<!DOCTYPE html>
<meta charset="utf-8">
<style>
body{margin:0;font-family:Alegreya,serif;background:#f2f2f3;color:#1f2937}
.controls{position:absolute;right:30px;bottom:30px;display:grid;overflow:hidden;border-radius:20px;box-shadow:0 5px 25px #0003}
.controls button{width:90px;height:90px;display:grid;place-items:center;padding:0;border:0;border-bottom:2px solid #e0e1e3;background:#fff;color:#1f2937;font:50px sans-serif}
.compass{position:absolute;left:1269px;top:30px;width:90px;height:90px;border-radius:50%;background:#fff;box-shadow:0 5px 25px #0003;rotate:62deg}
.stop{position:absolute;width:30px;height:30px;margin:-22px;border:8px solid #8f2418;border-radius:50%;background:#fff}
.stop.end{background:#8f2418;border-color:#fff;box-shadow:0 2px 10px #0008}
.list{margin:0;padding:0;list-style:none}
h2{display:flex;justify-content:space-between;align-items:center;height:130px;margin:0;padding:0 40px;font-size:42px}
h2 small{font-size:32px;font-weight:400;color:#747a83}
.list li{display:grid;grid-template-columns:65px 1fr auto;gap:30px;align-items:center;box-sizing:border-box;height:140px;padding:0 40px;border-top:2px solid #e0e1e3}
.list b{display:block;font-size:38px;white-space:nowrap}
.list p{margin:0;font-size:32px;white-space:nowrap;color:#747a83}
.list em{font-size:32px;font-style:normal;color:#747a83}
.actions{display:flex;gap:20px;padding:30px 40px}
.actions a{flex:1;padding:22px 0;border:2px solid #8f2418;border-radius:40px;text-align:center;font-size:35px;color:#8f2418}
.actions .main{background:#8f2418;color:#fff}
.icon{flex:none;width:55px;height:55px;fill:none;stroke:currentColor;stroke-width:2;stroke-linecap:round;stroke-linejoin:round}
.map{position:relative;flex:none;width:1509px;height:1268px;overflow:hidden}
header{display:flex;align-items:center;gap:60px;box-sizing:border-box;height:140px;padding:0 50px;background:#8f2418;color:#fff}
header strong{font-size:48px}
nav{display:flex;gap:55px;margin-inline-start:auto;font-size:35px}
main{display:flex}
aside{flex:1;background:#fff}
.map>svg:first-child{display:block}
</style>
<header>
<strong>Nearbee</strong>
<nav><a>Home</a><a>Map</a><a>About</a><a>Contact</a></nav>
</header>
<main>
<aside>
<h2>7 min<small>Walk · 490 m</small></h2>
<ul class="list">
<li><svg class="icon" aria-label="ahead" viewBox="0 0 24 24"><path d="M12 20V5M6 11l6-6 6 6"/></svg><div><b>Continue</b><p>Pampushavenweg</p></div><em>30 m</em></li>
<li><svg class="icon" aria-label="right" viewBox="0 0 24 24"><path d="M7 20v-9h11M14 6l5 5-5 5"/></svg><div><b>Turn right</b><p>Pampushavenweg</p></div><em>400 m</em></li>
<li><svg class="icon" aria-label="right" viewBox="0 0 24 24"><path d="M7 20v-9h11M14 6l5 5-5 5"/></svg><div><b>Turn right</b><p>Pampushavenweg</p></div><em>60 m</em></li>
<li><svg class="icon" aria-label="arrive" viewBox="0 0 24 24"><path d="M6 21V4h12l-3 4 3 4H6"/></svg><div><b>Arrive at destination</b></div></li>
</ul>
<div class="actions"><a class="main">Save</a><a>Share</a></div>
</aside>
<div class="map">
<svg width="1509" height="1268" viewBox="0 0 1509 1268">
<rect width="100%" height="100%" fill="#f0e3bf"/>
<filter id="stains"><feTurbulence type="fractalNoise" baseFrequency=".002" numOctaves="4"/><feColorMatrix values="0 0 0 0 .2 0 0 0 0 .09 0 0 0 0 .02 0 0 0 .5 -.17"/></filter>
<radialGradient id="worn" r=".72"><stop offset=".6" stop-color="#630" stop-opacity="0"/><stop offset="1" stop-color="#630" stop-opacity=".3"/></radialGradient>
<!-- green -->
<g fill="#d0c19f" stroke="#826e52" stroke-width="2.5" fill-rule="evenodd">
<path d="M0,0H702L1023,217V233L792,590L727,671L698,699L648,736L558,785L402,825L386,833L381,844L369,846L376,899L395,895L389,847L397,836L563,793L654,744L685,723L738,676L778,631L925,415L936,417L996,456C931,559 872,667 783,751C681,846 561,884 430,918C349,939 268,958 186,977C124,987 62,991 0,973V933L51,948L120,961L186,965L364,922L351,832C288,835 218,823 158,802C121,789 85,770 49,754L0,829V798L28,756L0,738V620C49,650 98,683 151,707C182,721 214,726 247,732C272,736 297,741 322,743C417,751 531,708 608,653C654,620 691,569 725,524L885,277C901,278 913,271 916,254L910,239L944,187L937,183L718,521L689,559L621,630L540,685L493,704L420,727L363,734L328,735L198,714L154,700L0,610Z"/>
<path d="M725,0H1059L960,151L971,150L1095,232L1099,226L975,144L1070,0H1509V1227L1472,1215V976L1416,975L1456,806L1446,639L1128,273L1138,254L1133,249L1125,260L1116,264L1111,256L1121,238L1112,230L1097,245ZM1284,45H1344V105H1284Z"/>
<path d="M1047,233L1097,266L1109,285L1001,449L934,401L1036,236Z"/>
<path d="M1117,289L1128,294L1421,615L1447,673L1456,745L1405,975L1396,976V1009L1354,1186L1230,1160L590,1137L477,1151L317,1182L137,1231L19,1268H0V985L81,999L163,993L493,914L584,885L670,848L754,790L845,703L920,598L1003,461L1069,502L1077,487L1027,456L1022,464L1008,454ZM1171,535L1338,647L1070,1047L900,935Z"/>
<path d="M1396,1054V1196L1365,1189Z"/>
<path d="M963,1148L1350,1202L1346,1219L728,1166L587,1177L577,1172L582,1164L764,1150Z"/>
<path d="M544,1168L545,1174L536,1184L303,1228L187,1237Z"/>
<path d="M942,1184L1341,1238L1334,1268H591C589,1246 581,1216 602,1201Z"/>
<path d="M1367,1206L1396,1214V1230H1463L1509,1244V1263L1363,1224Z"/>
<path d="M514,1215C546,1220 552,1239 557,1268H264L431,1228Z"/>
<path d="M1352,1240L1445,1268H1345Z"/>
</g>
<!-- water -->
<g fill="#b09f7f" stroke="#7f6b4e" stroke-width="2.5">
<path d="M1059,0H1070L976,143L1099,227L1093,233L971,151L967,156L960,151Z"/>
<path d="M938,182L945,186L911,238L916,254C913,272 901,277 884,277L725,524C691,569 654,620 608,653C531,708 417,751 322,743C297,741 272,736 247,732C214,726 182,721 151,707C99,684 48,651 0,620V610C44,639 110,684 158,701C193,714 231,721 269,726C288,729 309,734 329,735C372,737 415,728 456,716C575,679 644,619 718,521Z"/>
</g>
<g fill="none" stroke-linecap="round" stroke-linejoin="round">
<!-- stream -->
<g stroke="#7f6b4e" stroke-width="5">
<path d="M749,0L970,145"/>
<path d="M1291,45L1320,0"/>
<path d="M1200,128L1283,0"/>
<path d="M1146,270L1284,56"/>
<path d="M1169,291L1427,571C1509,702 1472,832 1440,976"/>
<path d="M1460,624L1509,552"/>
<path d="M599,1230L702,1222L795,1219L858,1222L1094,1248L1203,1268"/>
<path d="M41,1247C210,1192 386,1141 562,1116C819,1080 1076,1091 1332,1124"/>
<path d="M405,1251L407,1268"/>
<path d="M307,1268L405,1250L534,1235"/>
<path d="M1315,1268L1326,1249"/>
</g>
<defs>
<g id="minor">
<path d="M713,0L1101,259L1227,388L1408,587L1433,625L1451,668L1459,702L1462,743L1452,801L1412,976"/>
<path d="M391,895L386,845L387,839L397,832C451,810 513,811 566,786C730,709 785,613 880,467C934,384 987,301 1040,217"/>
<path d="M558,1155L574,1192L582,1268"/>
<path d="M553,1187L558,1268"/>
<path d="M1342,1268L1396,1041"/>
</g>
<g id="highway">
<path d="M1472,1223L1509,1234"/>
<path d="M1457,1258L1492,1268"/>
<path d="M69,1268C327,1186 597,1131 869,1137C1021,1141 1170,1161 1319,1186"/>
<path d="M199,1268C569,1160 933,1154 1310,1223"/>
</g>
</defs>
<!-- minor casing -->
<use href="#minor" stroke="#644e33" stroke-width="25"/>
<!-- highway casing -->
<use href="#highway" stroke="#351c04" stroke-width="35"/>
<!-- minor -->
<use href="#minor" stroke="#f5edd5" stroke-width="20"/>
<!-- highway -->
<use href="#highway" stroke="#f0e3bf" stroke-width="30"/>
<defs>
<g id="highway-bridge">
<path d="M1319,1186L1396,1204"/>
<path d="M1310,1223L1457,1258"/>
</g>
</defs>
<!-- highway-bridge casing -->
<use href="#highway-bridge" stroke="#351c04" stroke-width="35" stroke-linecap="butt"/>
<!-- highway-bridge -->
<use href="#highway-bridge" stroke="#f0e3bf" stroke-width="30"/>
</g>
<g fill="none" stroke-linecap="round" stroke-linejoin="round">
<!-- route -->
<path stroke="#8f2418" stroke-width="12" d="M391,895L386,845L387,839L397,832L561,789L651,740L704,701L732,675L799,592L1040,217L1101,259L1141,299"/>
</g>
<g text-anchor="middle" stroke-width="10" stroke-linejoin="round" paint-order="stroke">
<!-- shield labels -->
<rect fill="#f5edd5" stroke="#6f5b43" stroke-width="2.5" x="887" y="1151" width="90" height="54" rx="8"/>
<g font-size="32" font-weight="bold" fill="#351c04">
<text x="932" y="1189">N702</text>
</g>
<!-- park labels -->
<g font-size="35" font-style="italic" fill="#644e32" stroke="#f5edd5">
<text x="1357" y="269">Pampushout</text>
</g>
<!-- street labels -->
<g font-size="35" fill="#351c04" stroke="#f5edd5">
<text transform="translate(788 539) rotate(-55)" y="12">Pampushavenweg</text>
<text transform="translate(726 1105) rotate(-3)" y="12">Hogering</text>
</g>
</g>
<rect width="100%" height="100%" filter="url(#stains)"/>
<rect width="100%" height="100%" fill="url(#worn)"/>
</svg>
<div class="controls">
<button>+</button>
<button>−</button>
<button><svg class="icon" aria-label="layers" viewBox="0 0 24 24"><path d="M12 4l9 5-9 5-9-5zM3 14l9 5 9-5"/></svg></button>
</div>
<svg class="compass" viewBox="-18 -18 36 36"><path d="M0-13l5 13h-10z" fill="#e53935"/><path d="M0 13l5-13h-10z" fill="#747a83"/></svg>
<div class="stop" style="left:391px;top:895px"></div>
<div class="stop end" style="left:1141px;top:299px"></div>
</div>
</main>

TASK BRIEF →
Look back at the data above. Transcribe exactly the lines starting at the line that contains "<nav><a>Home</a><a>Map</a><a>About</a><a>Contact</a></nav>" and ending at the line that contains "0 0 0 0 .09".

COMPLETED TASK →
<nav><a>Home</a><a>Map</a><a>About</a><a>Contact</a></nav>
</header>
<main>
<aside>
<h2>7 min<small>Walk · 490 m</small></h2>
<ul class="list">
<li><svg class="icon" aria-label="ahead" viewBox="0 0 24 24"><path d="M12 20V5M6 11l6-6 6 6"/></svg><div><b>Continue</b><p>Pampushavenweg</p></div><em>30 m</em></li>
<li><svg class="icon" aria-label="right" viewBox="0 0 24 24"><path d="M7 20v-9h11M14 6l5 5-5 5"/></svg><div><b>Turn right</b><p>Pampushavenweg</p></div><em>400 m</em></li>
<li><svg class="icon" aria-label="right" viewBox="0 0 24 24"><path d="M7 20v-9h11M14 6l5 5-5 5"/></svg><div><b>Turn right</b><p>Pampushavenweg</p></div><em>60 m</em></li>
<li><svg class="icon" aria-label="arrive" viewBox="0 0 24 24"><path d="M6 21V4h12l-3 4 3 4H6"/></svg><div><b>Arrive at destination</b></div></li>
</ul>
<div class="actions"><a class="main">Save</a><a>Share</a></div>
</aside>
<div class="map">
<svg width="1509" height="1268" viewBox="0 0 1509 1268">
<rect width="100%" height="100%" fill="#f0e3bf"/>
<filter id="stains"><feTurbulence type="fractalNoise" baseFrequency=".002" numOctaves="4"/><feColorMatrix values="0 0 0 0 .2 0 0 0 0 .09 0 0 0 0 .02 0 0 0 .5 -.17"/></filter>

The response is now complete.